This page lists generated terrain features that are created in a Minecraft world.
Overworld
Terrain
Biomes dictate the shape and height of the world. At this stage, the ground is made mostly of stone and stone variants, with water filling in most empty spaces below layer 63, with the exception for structures.
Mountain
Mountains are hills with extreme slopes and cliffs. Mountains can sometimes have caves through them. On an amplified world, mountains are extremely common in all biomes except ocean and swamp biomes.
Floating "island"
Floating "islands" are structures that float in midair that are not connected to the ground, the sea, hills or cliffs. Floating "islands" are normally just random pieces of floating dirt and stone found near cliffs, but on rare occasions, they can be large, floating structures that even have springs and trees on them. Floating Islands are most frequently found in mountains biomes (and its variants), along with the "hills", "mountains", and "modified" variants of most biomes, especially shattered savannas.
Hollows
Hollows are the opposite of floating islands. They look like caves, but they have nothing to do with cave generation (although they may intersect with them). When there are many overhangs, they close together and create a hollow. They have exactly the same floor as the terrain above, depending on the biome that they are located in, unlike caves. Hollows have no specific floor. Grass blocks can generate inside too and survive without light. When they generate under the sea level, they are filled with water. They are extremely rare in the default world but can be found far more commonly in certain customized worlds.
Hill
Hills are randomly generated pieces of land on the map. Like stairs, hills are always traversable to their lowest point by virtue of the algorithm that generates them; there is almost always a place on each level from where the next level can be accessed, meaning that the player can climb a hill one level at a time until they reach the top. Cases where this is not true are rare.

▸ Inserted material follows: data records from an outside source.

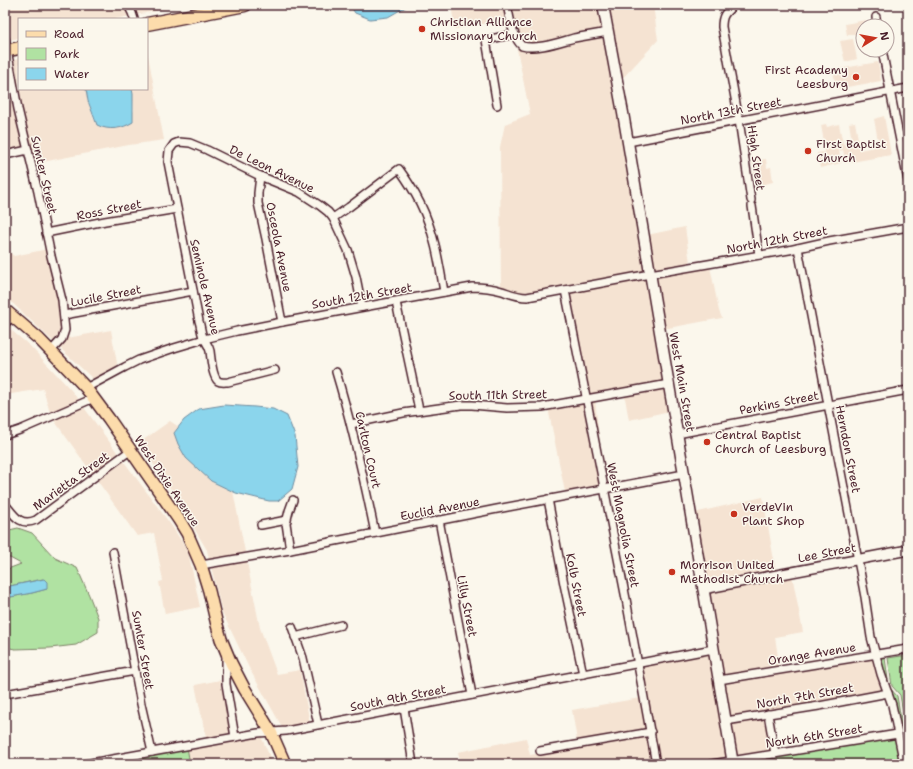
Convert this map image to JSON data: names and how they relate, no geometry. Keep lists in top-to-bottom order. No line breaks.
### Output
{"streets":{"main road":["West Main Street","West Dixie Avenue"],"street":["North 13th Street","High Street","De Leon Avenue","Sumter Street","Ross Street","North 12th Street","Osceola Avenue","Seminole Avenue","Lucile Street","South 12th Street","South 11th Street","Perkins Street","Herndon Street","Carlton Court","Marietta Street","Euclid Avenue","West Magnolia Street","Lee Street","Kolb Street","Lilly Street","Orange Avenue","North 7th Street","South 9th Street","North 6th Street"]},"crossings":[["North 13th Street","High Street"],["North 13th Street","West Main Street"],["High Street","North 12th Street"],["De Leon Avenue","Osceola Avenue"],["De Leon Avenue","Seminole Avenue"],["De Leon Avenue","South 12th Street"],["Sumter Street","Ross Street"],["Sumter Street","Lucile Street"],["Sumter Street","South 9th Street"],["Ross Street","Seminole Avenue"],["North 12th Street","South 12th Street"],["North 12th Street","West Main Street"],["North 12th Street","Herndon Street"],["Osceola Avenue","South 12th Street"],["Seminole Avenue","Lucile Street"],["Seminole Avenue","South 12th Street"],["Lucile Street","West Dixie Avenue"],["South 12th Street","West Main Street"],["South 12th Street","West Dixie Avenue"],["South 12th Street","West Magnolia Street"],["West Main Street","South 11th Street"],["West Main Street","Perkins Street"],["West Main Street","Euclid Avenue"],["West Main Street","Lee Street"],["West Main Street","Orange Avenue"],["West Main Street","North 7th Street"],["West Main Street","South 9th Street"],["West Main Street","North 6th Street"],["South 11th Street","Carlton Court"],["South 11th Street","West Magnolia Street"],["Perkins Street","Herndon Street"],["Herndon Street","Lee Street"],["Herndon Street","Orange Avenue"],["Herndon Street","North 7th Street"],["Herndon Street","North 6th Street"],["Carlton Court","Euclid Avenue"],["Marietta Street","West Dixie Avenue"],["West Dixie Avenue","Euclid Avenue"],["West Dixie Avenue","South 9th Street"],["Euclid Avenue","West Magnolia Street"],["Euclid Avenue","Kolb Street"],["Euclid Avenue","Lilly Street"],["West Magnolia Street","South 9th Street"],["Kolb Street","South 9th Street"],["Lilly Street","South 9th Street"]],"places":["Christian Alliance Missionary Church","First Academy Leesburg","First Baptist Church","Central Baptist Church of Leesburg","VerdeVin Plant Shop","Morrison United Methodist Church"],"legend":["Road","Park","Water"],"north":"right"}
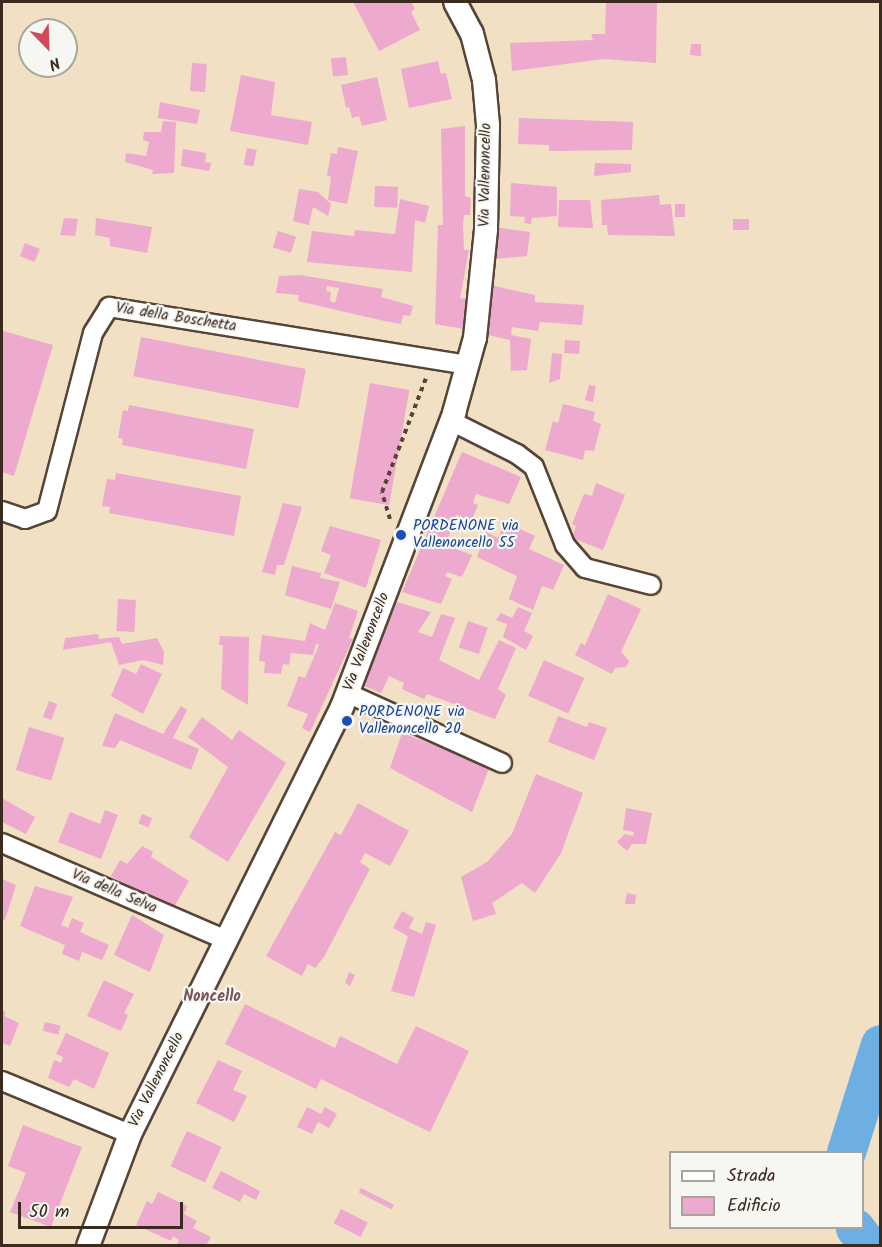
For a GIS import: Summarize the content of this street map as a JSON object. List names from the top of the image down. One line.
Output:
{"streets":{"street":["Via Vallenoncello","Via della Boschetta","Via della Selva"]},"crossings":[["Via Vallenoncello","Via della Boschetta"],["Via Vallenoncello","Via della Selva"]],"districts":["Noncello"],"places":["PORDENONE via Vallenoncello 55","PORDENONE via Vallenoncello 20"],"legend":["Strada","Edificio"],"scale_bar":"50 m","north":"bottom right"}
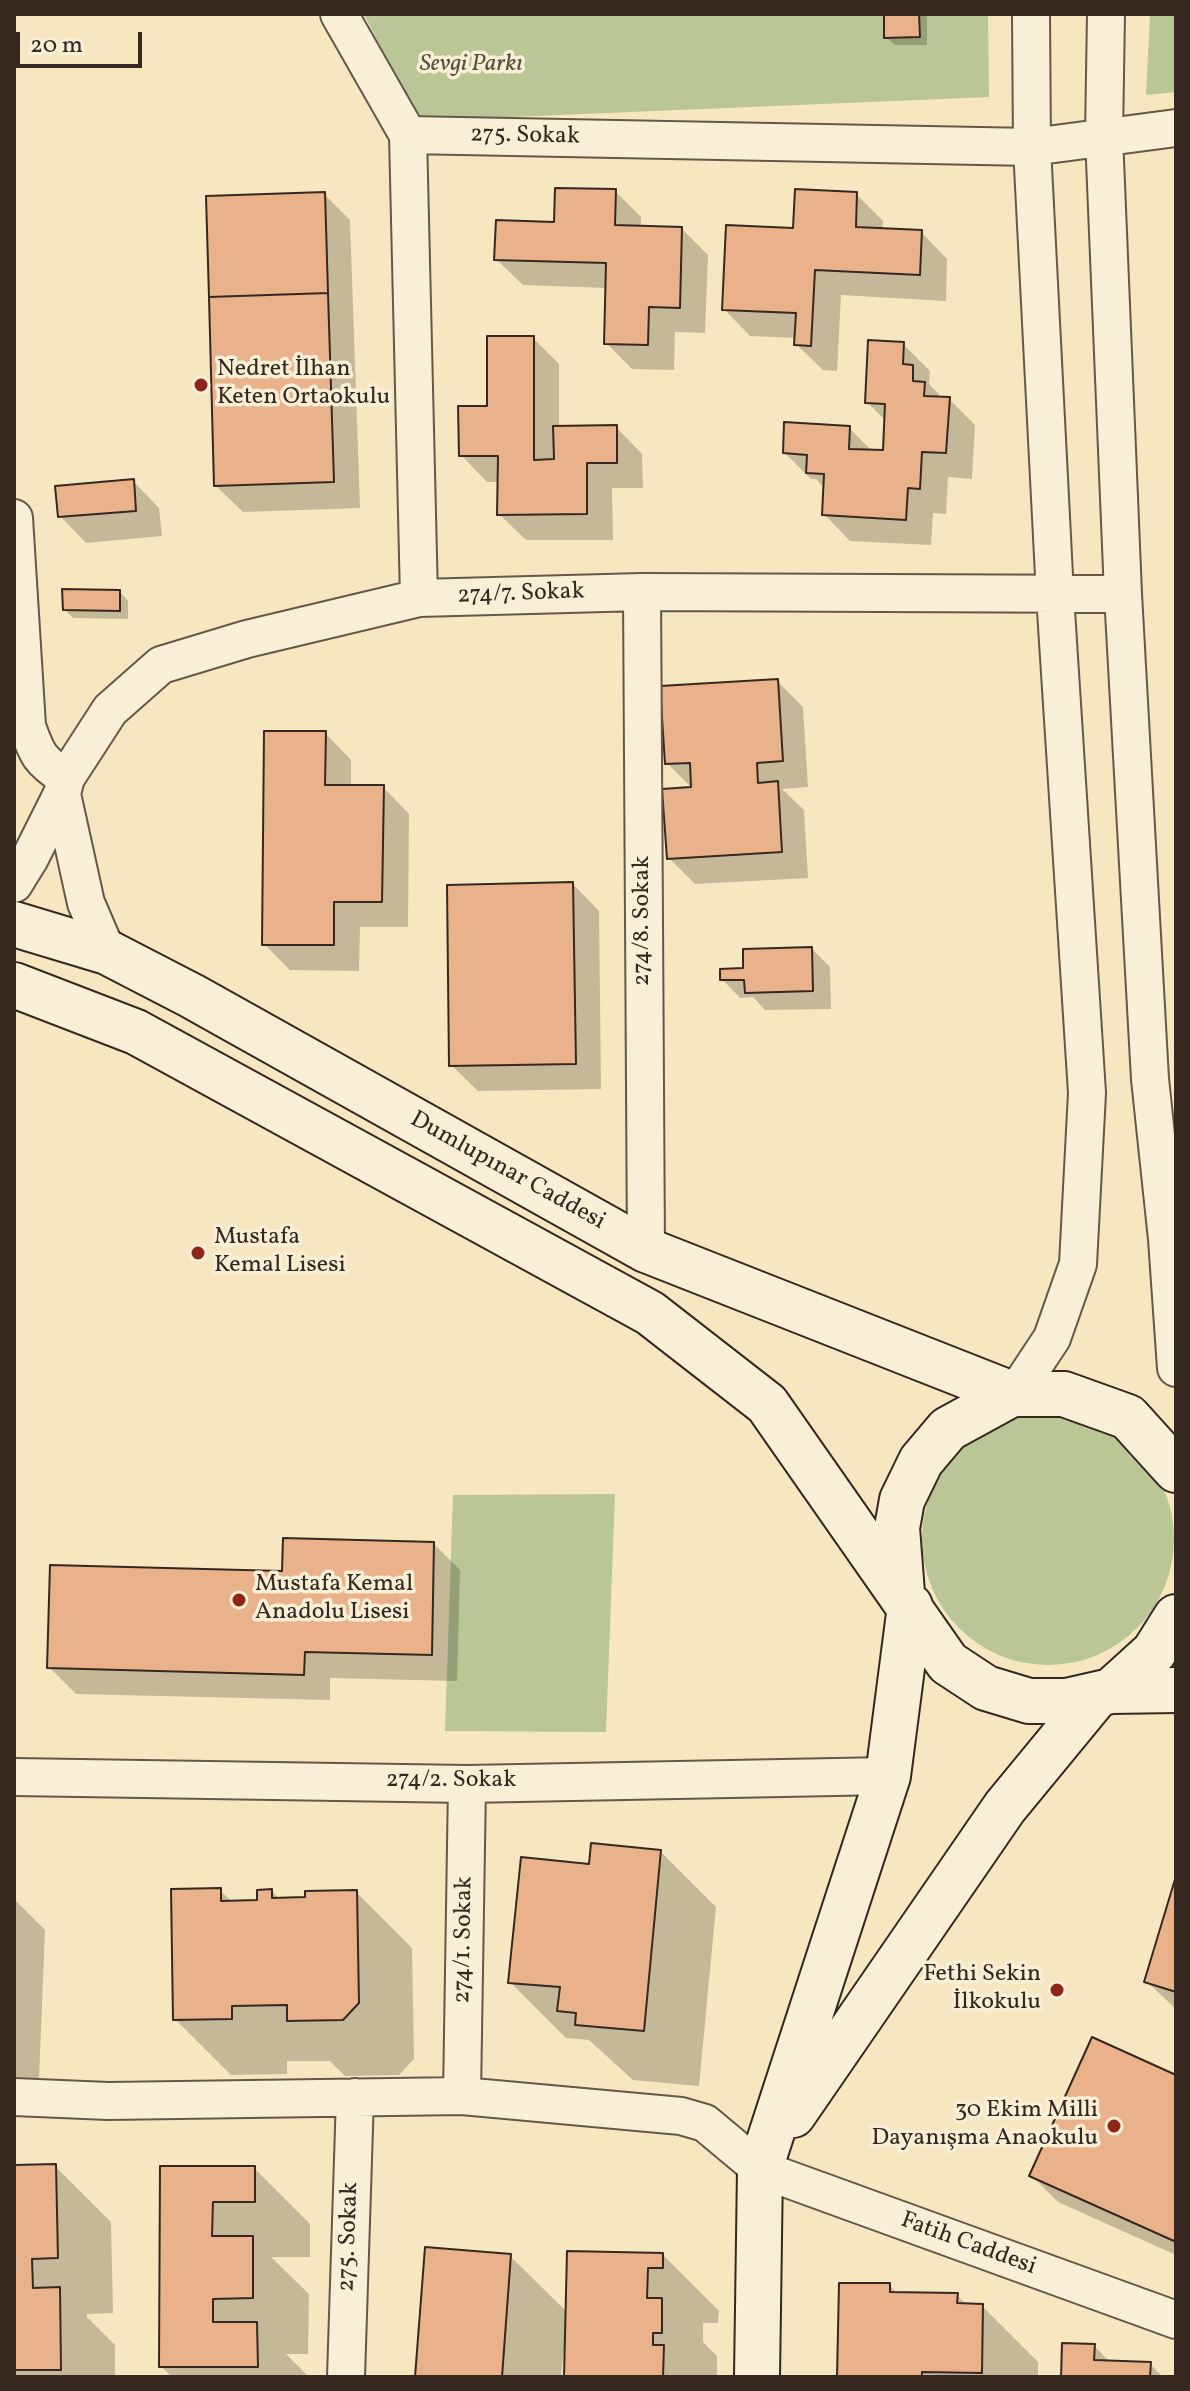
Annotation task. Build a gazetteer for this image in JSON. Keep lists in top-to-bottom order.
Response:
{
  "streets": {
    "main road": ["Dumlupınar Caddesi"],
    "street": [
      "275. Sokak",
      "274/7. Sokak",
      "274/8. Sokak",
      "274/2. Sokak",
      "274/1. Sokak",
      "Fatih Caddesi"
    ]
  },
  "crossings": [
    ["275. Sokak", "Fatih Caddesi"],
    ["274/7. Sokak", "274/8. Sokak"],
    ["274/8. Sokak", "Dumlupınar Caddesi"],
    ["274/2. Sokak", "274/1. Sokak"],
    ["274/1. Sokak", "Fatih Caddesi"]
  ],
  "parks": ["Sevgi Parkı"],
  "places": [
    "Nedret İlhan Keten Ortaokulu",
    "Mustafa Kemal Lisesi",
    "Mustafa Kemal Anadolu Lisesi",
    "Fethi Sekin İlkokulu",
    "30 Ekim Milli Dayanışma Anaokulu"
  ],
  "scale_bar": "20 m"
}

A randomly-generated hill with some tall grass and trees.
Surface
Surface layer
The uppermost layers of the terrain are converted to a biome-dependent material: usually grass blocks and dirt, or sand in deserts and beaches. Podzol is found in giant tree taiga, mycelium in mushroom field biomes, and red sand is found in the badlands biome. Sandstone is generated under the sand.
Basin
Occasionally, instead of being converted to dirt or sand, the top layer is stripped away, leaving a 'basin' of bare stone. They bear some resemblance to a geological 'shield' (an area of tectonically stable rock that has been exposed to prolonged erosion due to its very old age; it is distinct from the geological term "basin"). They seem to be more common in forests or plains and are occasionally seen filled with water. Commonly, minerals can be found in these, generally coal ore and iron ore. If generated in a Badlands biome, gold ore can also be seen.
- Biomes Basin.png
A naturally generated basin landform.
- Desert basin.png
A desert basin.
- Taiga basin.png
A basin in a taiga biome.
- Tundra basin.png
A snow-covered tundra basin.
Bryce Pillar
Bryce pillars are tall spike-like structures found in badlands, consisting of 6 colors of terracotta. While this structure is found exclusively in eroded badlands, all badlands biomes actually have this structure, but set to false except for eroded badlands. This structure juts out from sea level and can occasionally pass altitude layer 100.
Liquid bodies
Lake
Large lake
Since water generates on the surface of the world below y=63, land it covers can turn into large lakes. Large lakes generate pockets of dirt, sand, gravel, and clay on the lake floor. When large lakes generate near the shore they can turn into small bays.
Coral reef
Large structures
- Caves – large tunnels found underground in the overworld and nether.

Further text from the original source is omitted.